━━ SUPPLIED DATA ━━

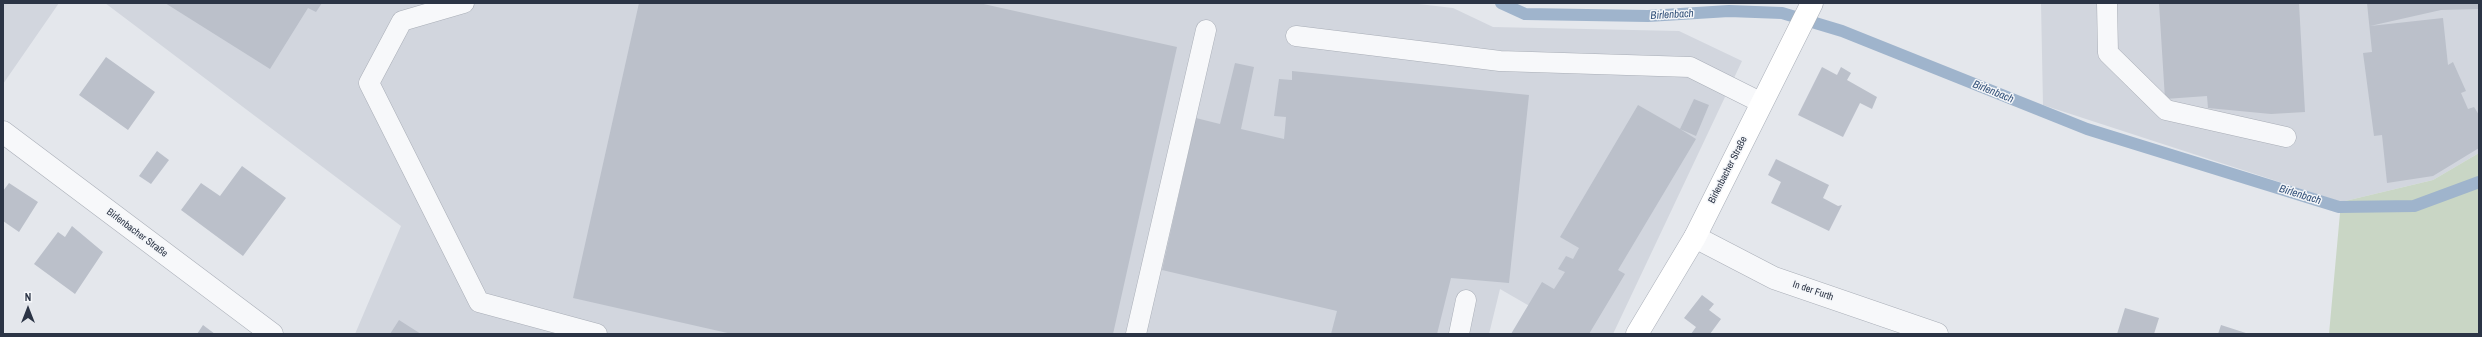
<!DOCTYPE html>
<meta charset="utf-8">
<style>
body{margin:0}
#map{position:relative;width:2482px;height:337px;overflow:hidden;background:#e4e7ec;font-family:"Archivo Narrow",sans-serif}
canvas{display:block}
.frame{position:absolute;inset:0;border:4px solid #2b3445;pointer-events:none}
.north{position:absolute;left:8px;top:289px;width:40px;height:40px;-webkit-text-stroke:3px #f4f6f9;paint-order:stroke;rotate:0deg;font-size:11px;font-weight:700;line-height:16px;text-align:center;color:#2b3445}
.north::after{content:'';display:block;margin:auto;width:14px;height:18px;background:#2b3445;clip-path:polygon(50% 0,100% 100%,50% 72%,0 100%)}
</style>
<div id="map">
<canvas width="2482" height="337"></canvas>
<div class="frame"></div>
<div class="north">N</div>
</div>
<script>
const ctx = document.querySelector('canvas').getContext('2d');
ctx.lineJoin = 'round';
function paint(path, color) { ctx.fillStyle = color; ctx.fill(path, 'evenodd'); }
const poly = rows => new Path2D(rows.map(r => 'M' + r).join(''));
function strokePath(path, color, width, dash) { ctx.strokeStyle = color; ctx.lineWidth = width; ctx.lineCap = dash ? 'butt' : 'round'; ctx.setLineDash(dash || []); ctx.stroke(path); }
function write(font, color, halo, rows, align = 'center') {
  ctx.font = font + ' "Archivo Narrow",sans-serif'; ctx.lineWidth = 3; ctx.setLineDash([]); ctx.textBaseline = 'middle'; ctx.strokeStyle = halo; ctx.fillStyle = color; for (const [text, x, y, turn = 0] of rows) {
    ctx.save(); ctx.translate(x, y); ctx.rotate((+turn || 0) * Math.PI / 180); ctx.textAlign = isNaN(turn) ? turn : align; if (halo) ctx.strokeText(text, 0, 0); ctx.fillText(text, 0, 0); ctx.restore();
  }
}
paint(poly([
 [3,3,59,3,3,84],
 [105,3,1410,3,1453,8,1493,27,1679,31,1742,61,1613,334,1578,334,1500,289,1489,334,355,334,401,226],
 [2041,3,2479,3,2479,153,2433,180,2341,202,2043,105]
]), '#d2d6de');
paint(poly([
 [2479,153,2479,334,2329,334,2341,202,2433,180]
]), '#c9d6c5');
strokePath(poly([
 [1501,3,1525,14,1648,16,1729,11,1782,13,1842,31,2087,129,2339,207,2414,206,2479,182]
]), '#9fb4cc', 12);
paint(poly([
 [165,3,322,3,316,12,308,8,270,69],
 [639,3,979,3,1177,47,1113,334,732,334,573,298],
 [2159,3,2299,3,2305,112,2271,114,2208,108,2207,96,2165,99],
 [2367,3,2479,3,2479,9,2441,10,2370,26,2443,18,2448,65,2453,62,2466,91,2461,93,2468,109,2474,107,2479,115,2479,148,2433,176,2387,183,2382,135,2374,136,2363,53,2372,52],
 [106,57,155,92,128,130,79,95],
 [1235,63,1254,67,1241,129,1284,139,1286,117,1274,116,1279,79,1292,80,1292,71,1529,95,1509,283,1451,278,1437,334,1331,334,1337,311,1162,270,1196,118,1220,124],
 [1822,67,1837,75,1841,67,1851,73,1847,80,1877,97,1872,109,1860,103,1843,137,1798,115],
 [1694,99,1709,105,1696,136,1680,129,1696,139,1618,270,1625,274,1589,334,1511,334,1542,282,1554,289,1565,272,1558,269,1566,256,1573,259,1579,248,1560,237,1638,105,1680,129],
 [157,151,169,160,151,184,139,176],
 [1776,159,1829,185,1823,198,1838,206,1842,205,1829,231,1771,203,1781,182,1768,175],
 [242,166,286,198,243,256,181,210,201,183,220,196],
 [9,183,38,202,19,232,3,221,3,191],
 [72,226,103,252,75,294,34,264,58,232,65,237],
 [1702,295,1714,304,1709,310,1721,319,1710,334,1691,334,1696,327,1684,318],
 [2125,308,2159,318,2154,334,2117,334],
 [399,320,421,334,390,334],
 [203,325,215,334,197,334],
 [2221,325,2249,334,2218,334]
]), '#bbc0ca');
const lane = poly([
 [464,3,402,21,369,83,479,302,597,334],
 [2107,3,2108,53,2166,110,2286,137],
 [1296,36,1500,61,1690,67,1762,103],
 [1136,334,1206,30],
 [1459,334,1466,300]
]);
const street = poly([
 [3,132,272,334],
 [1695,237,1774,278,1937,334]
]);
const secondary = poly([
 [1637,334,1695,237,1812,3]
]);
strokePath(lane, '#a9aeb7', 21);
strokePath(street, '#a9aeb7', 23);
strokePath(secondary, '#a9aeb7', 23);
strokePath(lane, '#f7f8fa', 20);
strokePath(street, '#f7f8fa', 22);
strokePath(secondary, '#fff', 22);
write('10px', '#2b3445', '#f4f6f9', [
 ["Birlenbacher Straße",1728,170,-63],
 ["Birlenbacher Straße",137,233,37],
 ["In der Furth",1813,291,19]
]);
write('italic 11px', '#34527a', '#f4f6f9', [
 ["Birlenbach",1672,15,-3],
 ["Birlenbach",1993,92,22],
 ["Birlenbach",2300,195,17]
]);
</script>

━━━

• _PROBLEM DESCRIPTION_: The lines you return should be those above that contain the word "function", every one of them.

• _FINISHED EXERCISE_:
function paint(path, color) { ctx.fillStyle = color; ctx.fill(path, 'evenodd'); }
function strokePath(path, color, width, dash) { ctx.strokeStyle = color; ctx.lineWidth = width; ctx.lineCap = dash ? 'butt' : 'round'; ctx.setLineDash(dash || []); ctx.stroke(path); }
function write(font, color, halo, rows, align = 'center') {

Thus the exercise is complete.